The San Francisco Giants, playing in The House that Steroids Built, made the postseason four times from 2010-2016, and then the bottom fell out: The team won just 64 games in 2017, as the end of a successful era of probable cheating and definite winning came to an end in the City by the Bay.

But that doesn’t mean the organization stopped being crooked; it just means it wasn’t working for them like it had been doing for the prior handful of seasons. Cheaters don’t automatically win, of course: That’s the fallacy those who defend cheaters often use.

“How could they beat cheating if they were losing all the time?” … Well, we will show you right here.

Exhibit A: Madison Bumgarner

We documented his early demise previously here, and this was the season that started his decline, actually, at age 27—the time when most major leaguers start hitting their statistical prime. After seeing his innings total rise a few seasons in a row, yet never topping a pedestrian 227 innings, Bumgarner started breaking down in 2017.

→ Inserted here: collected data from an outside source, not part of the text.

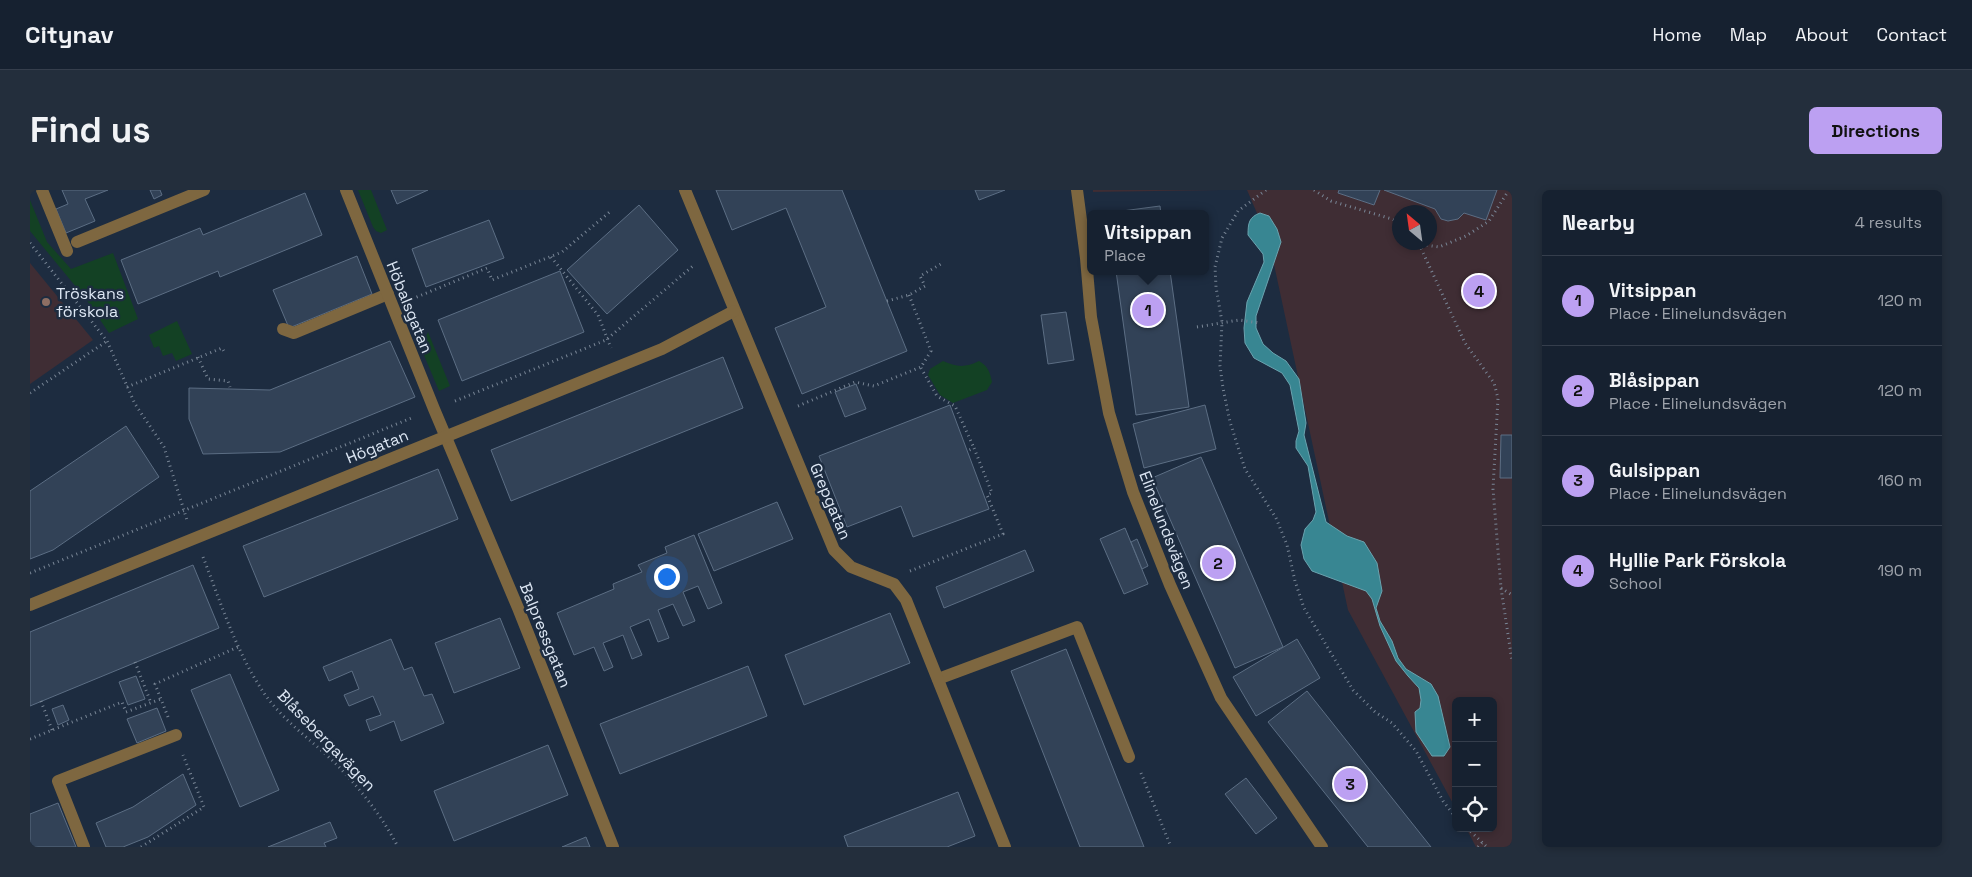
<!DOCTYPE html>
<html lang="en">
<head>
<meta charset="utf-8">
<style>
	body { margin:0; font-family:"Space Grotesk",sans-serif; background:#232e3c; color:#f1f3f6 }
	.controls { position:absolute; right:15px; bottom:15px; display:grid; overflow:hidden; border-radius:8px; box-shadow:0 2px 8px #0003 }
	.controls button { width:45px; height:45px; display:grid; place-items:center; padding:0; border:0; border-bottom:1px solid #353e4c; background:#162130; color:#f1f3f6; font:25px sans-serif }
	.compass { position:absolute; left:1362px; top:15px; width:45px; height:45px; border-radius:50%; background:#162130; box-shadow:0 2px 8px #0003; rotate:331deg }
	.you { position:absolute; left:636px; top:386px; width:18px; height:18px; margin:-12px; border:4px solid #fff; border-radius:50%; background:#1a73e8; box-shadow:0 0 0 8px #1a73e833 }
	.badge { display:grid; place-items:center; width:32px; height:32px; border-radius:50%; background:#bca0f2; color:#111; font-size:16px; font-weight:700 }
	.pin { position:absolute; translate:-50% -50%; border:2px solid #fff; box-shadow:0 1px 5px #0006 }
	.popup { position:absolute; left:1057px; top:20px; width:122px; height:65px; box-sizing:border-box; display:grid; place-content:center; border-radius:8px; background:#162130; filter:drop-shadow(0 1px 4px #0005); font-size:16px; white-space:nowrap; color:#9ea3ab }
	.popup b { font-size:19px; color:#f1f3f6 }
	.popup::after { content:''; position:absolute; left:50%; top:100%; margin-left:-10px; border:10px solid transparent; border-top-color:#162130 }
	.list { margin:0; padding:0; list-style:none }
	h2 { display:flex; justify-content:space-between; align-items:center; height:65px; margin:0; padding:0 20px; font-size:21px }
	h2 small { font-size:16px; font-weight:400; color:#9ea3ab }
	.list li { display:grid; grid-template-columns:32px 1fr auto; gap:15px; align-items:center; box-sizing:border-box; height:90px; padding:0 20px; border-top:1px solid #353e4c }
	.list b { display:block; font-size:19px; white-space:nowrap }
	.list p { margin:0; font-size:16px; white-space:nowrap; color:#9ea3ab }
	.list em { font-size:16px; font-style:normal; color:#9ea3ab }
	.icon { flex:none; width:28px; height:28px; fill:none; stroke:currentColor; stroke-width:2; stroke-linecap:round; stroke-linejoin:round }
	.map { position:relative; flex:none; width:1482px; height:657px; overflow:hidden; border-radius:8px }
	header { display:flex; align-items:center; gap:30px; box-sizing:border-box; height:70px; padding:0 25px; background:#162130; border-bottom:1px solid #353e4c }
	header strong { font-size:24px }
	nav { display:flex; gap:28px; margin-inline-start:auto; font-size:18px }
	.intro { display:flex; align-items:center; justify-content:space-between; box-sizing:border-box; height:120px; padding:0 30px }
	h1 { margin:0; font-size:35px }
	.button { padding:12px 22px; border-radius:8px; background:#bca0f2; color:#111; font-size:18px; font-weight:700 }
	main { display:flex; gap:30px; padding:0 30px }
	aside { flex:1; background:#162130; border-radius:8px; box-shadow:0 2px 8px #0003 }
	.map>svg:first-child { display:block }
</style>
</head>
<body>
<header>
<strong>Citynav</strong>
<nav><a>Home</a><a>Map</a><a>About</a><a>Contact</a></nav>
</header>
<div class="intro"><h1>Find us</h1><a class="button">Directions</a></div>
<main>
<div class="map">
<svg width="1482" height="657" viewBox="0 0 1482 657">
	<rect width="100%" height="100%" fill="#1d2c40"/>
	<g fill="#3f2d34" fill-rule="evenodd">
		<path d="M 1063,0 L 1191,0 L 1063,2 Z"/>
		<path d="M 1217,0 L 1482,0 L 1482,657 L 1446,657 L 1436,638 L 1463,638 L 1463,511 L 1426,511 L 1426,619 L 1318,420 L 1239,51 ZM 1370,22 L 1400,22 L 1400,52 L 1370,52 Z"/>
		<path d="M 0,73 L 63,150 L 0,194 Z"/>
	</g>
	<g fill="#134124">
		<path d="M 328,0 L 341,0 L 357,40 L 351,43 L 346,41 L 343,37 Z"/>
		<path d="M 0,10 L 17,52 L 41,79 L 83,63 L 108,129 L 79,143 L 56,109 L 0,41 Z"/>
		<path d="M 147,131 L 162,164 L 146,171 L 142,163 L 133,166 L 129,156 L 124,158 L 119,145 Z"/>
		<path d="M 398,142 L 420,196 L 409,201 L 391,158 Z"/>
		<path d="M 913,171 C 926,177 935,178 949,171 C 958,176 960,182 962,192 L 957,200 L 923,213 L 910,205 L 898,185 L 900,179 Z"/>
	</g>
	<path fill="#388692" stroke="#6aa3af" d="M 1230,23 L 1239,26 L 1247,39 L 1251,52 L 1226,126 L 1226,138 L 1233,154 L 1243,163 L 1256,171 L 1269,189 L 1276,233 L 1274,245 L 1296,332 L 1317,346 L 1334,352 L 1347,373 L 1352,401 L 1346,418 L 1350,431 L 1362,451 L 1368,468 L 1376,479 L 1401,494 L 1408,506 L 1420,557 L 1414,566 L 1402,566 L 1386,542 L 1385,522 L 1390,518 L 1391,510 L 1389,498 L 1378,486 L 1366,471 L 1350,436 L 1342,409 L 1336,401 L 1282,381 L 1274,369 L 1271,355 L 1275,339 L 1283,330 L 1286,322 L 1278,276 L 1266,258 L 1266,251 L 1269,241 L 1260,195 L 1252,183 L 1224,168 L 1215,153 L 1214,138 L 1217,112 L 1234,72 L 1233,64 L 1218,45 C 1218,33 1219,27 1230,23 Z"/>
	<g fill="#324257" stroke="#5c6e84">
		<path d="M 32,0 L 78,0 L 55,9 L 65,31 L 36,43 L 26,19 L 38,14 Z"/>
		<path d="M 120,0 L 130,0 L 132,5 L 124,9 Z"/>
		<path d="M 361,0 L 398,0 L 367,14 Z"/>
		<path d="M 686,0 L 812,0 L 877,161 L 772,204 L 745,138 L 796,117 L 756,18 L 702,40 Z"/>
		<path d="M 945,0 L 975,0 L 949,10 Z"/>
		<path d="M 1309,0 L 1350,0 L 1344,15 L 1308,3 Z"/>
		<path d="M 1354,0 L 1467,0 L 1456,30 L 1434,23 L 1428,29 L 1418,31 L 1411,29 L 1405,19 Z"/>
		<path d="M 275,3 L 292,45 L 190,87 L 188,81 L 108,114 L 91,70 L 170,38 L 173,45 Z"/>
		<path d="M 609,15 L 648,60 L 577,124 L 537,80 Z"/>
		<path d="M 1130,16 L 1131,24 L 1077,24 L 1077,23 Z"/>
		<path d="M 459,30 L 474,68 L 396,97 L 382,59 Z"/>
		<path d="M 327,66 L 342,104 L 259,138 L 243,100 Z"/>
		<path d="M 530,81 L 554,142 L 432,191 L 408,130 Z"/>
		<path d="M 1086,81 L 1140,81 L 1159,217 L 1106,225 Z"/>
		<path d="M 1036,122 L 1044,170 L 1018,174 L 1011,125 Z"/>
		<path d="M 360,151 L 385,207 L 250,262 L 173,264 L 159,229 L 159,198 L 240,200 Z"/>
		<path d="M 693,167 L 713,218 L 481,311 L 461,260 Z"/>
		<path d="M 826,194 L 836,219 L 815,227 L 805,202 Z"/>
		<path d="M 920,215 L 959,319 L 883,347 L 871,316 L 817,337 L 789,266 Z"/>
		<path d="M 1175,215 L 1186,259 L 1114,278 L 1103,234 Z"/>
		<path d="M 96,236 L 129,287 L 23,360 L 0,369 L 0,301 Z"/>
		<path d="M 1471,245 L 1482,245 L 1482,288 L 1470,288 Z"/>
		<path d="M 1171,267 L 1253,457 L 1205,478 L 1122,288 Z"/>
		<path d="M 408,279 L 428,329 L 234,407 L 213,356 Z"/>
		<path d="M 747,312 L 763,349 L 684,381 L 668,344 Z"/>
		<path d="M 1095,338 L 1118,394 L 1094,404 L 1070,349 Z"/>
		<path d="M 664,345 L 692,413 L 678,419 L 668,396 L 653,402 L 665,431 L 653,436 L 643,414 L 628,420 L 639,448 L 628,452 L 619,429 L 600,437 L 612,465 L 602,469 L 593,445 L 573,453 L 583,477 L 574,481 L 564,457 L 544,465 L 527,423 L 584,399 L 583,394 L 612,382 L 608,375 L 637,363 L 635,357 Z"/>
		<path d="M 1107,349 L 1118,376 L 1112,379 L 1101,352 Z"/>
		<path d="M 995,360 L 1004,381 L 914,418 L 906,397 Z"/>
		<path d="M 163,375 L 189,438 L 0,516 L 0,442 Z"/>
		<path d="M 860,423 L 880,473 L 774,515 L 755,465 Z"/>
		<path d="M 470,428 L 490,478 L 424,503 L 405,453 Z"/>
		<path d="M 361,449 L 374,480 L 382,477 L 394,506 L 402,504 L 414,533 L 371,551 L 364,531 L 340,541 L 336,530 L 351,525 L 343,506 L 319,516 L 314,505 L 329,499 L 322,481 L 299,491 L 293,477 Z"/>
		<path d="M 1267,449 L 1290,488 L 1226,526 L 1203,487 Z"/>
		<path d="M 1036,459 L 1114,657 L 1050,657 L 981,481 Z"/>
		<path d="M 718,476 L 737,526 L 590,584 L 570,534 Z"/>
		<path d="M 200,484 L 249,600 L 210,617 L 161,500 Z"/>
		<path d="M 106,486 L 115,509 L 98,515 L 89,492 Z"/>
		<path d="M 1277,501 L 1401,657 L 1338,657 L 1238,532 Z"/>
		<path d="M 33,515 L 39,530 L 28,535 L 22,519 Z"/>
		<path d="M 127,518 L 136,541 L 107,553 L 97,529 Z"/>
		<path d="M 518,555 L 538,605 L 424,651 L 404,601 Z"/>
		<path d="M 153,584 L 166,615 L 118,647 L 93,657 L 76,657 L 66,633 L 103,617 Z"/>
		<path d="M 1216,588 L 1247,628 L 1226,644 L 1195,604 Z"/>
		<path d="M 928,602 L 945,646 L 917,657 L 818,657 L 814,646 Z"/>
		<path d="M 28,613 L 46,657 L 0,657 L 0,624 Z"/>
		<path d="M 300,632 L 307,648 L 294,653 L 296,657 L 238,657 Z"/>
		<path d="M 556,647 L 560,657 L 532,657 Z"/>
	</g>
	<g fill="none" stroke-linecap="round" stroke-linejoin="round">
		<g stroke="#798696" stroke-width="3" stroke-dasharray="1 4" stroke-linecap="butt">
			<path d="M 1236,0 L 1208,21 L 1192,48 L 1185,77 L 1186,97 L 1192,132 L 1190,176 L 1193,198 L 1200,232 L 1215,279 L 1246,328 L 1257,355 L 1265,391 L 1274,418 L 1323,500 L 1345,522 L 1362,533 L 1386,561 L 1413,611 L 1426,628"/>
			<path d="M 1284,0 L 1301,11 L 1362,29 L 1370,33"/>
			<path d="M 1388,52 L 1389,54 L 1409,57 L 1436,46 L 1459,31 L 1479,0"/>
			<path d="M 0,53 L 77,151 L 105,214 L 134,257 L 157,330"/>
			<path d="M 1389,54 L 1435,153 L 1464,193 L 1468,208 L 1463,299 L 1471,398 L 1482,471"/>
			<path d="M 521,67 L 568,125 L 581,158"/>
			<path d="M 382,109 L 457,78 L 462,90 L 532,62 L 582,20"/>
			<path d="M 857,111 L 879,105 L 895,96 L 890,86 L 911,74"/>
			<path d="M 1167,137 L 1209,130 L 1230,133"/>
			<path d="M 168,167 L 178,189 L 198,191 L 200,197"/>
			<path d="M 891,178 L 907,206 L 925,216 L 944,258"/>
			<path d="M 97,197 L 192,158 L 195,163"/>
			<path d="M 0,203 L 77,151"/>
			<path d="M 425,211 L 576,150 L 664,75"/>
			<path d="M 768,216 L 825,192 L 844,196 L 891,177 L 901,161 L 879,105"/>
			<path d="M 173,367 C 191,413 206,462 234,503 C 253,531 283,551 307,575 C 331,600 352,626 368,657"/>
			<path d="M 880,381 L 973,344 L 957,305 L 962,303 L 944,258 L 937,261"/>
			<path d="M 0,383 L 384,227"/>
			<path d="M 1471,398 L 1482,405"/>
			<path d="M 105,472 L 121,513"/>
			<path d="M 11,511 L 22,540"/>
			<path d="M 138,527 L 125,494 L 208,457"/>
			<path d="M 0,549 L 92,512 L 96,522 L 131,509"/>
			<path d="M 1111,583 L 1141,657"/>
			<path d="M 1437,638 L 1457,657"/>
			<path d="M 111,657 L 174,617 L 153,565"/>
			<path d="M 1448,657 L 1452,653"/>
		</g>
		<g stroke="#7e6740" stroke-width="12">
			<path d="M 12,0 L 37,61"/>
			<path d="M 47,52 L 174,0"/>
			<path d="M 253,139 L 264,143 L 358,104"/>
			<path d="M 908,489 L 1047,437 L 1099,567"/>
			<path d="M 54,657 L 28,591 L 146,545"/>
		</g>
		<g stroke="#7e6740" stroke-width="12">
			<path d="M 316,0 L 404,219 L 488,418 L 583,657"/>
			<path d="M 655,0 L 804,360 L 821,377 L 864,394 L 876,410 L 975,657"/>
			<path d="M 1047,0 L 1056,68 L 1061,127 L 1079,223 L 1103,302 L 1140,395 L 1191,508 L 1292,657"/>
			<path d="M 0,415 L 632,159 L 704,121"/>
		</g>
	</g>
	<circle fill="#8d6e63" stroke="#1d2c40" stroke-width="2" cx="16" cy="112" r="5"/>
	<g text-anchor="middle" stroke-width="5" stroke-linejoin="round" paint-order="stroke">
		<g font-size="16" fill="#dde7f4" stroke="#1d2c40" text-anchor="start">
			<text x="26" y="109">Tröskans<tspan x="26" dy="18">förskola</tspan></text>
		</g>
		<g font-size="16" fill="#dde7f4" stroke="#1d2c40">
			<text transform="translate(380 117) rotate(68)" y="6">Höbalsgatan</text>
			<text transform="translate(347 256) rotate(-22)" y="6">Högatan</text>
			<text transform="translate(801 311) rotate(67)" y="6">Grepgatan</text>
			<text transform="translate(1137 340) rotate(69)" y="6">Elinelundsvägen</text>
			<text transform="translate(516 445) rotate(68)" y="6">Balpressgatan</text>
			<text transform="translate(297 550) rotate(46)" y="6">Blåsebergavägen</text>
		</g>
	</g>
</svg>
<div class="controls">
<button>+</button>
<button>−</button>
<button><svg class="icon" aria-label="locate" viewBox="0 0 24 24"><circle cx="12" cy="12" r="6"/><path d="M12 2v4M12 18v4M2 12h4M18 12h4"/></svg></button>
</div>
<svg class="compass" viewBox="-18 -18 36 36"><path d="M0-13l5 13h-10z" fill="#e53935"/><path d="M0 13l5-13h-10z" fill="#9ea3ab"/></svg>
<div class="you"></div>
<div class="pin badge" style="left:1118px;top:120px">1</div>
<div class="popup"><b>Vitsippan</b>Place</div>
<div class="pin badge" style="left:1188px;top:373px">2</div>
<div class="pin badge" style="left:1320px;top:594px">3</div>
<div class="pin badge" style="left:1449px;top:101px">4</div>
</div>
<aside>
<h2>Nearby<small>4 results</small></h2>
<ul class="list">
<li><span class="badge">1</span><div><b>Vitsippan</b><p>Place · Elinelundsvägen</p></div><em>120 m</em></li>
<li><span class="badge">2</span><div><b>Blåsippan</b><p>Place · Elinelundsvägen</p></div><em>120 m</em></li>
<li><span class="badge">3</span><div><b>Gulsippan</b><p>Place · Elinelundsvägen</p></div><em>160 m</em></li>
<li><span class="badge">4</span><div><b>Hyllie Park Förskola</b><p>School</p></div><em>190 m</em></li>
</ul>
</aside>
</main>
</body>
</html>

This is key, as it’s clear at some point bodies just can’t take certain things anymore. However, again, that usually happens to players in their early 30s—not barely past their mid-20s. And MadBum certainly only had one season where he pitched “too many” innings (2014, including the postseason, when his arm should have fallen off).

We’ve also pointed out previously the strange change in Bumgarner’s hitting prowess, so we can pinpoint with statistical certainly when he started doing things he shouldn’t have been. This was just the year the “Giants devil magic” started running out for MadBum in the form of injuries and eventual ineffectiveness.

Exhibit B: Cory Gearrin

Remember when the 2020 Giants found all these guys who had been out of the majors for a few years and suddenly turned them into productive players under Manager Gabe Kapler? Well, Gearrin might have been the test case for that strategy back in 2017. A reliever who washed out with Atlanta and then was out of the majors in 2014, he somehow had the best season of his career in 2017 with the Giants.

In parts of three seasons with the Braves (2011-2013), the righty reliever posted a 4.28 ERA over 77 appearances totaling 69 1/3 innings with Atlanta. Then, with San Francisco at age 31 during this season, Gearrin suddenly found his mojo: a 1.98 ERA over 68 innings. He had coughed up hits at an 8.3/9IP rate with the Braves, but in The House that Steroids Built, he gave up just 6.6 hits per 9 IP in 2017.

It took Gearrin a few years with the Giants to arrive at this point, and then he was suddenly back to sucking in 2018. Perhaps he had second thoughts about playing for the organization with its dubious scruples? We will never know. But he’s thrown just 2 innings in MLB since the 2019 season, so this was his high-water mark in an otherwise mediocre career.

Exhibit C: George Kontos

The Giants acquired Kontos before the 2012 season, when he was 27 years old. He had made his MLB debut the season before the New York Yankees, and you know what they say about players who don’t reach the majors until that age: They’re not very good. New York dumped him on San Francisco for nothing, really (someone named Chris Stewart). But he fit the MO for the Giants, in turning a nobody into a productive MLB player.

Kontos won two rings with San Francisco in 2012 and 2014, posting sub-3.00 ERAs in four of the five seasons from 2012-2016. But like MadBum, he started falling apart in 2017, after a run through his “prime” of high effectiveness despite having the Yankees give up on him as he entered his prime. Kontos was 32 years old in 2017, and he started the season 0-5 with a 3.83 ERA for the Giants before they waived him.

What’s interesting is this: Kontos suddenly learned how to strike guys out in 2017, but it clearly affected his other skill sets negatively. Did he do something different to find some extra MPH on his pitches? He had never K’d more than 7.6/9IP with San Francisco before 2017, and suddenly that number leaped to 9.6/9IP. Kontos was clearly digging deeper for something extra, and it ended up costing him in ways he and the Giants did not foresee.

Conclusion: Nothing ever goes as planned?

When something works, you stick with it until it doesn’t work any more. From 2009 to 2016, the Giants averaged 87 wins, made the postseason four times, and won the World Series three times. The Giants devil magic was working after the organization retooled following the end of the Barroid Bonds era in 2007 … until it didn’t work in 2017, and the team spectacularly crashed hard.

We saw another retooling of the process after this season, really, culminating with the end of the Bruce Bochy era in 2019. Clearly, Kapler is a manager in the mold of Dusty Baker, another Giants dugout general who has overseen a lot of questionable shit in his MLB career.

But that is what S.F. must do to win, and while it’s not always guaranteed to work, it seems to be working again this decade after crashing and burning in the latter part of the prior decade.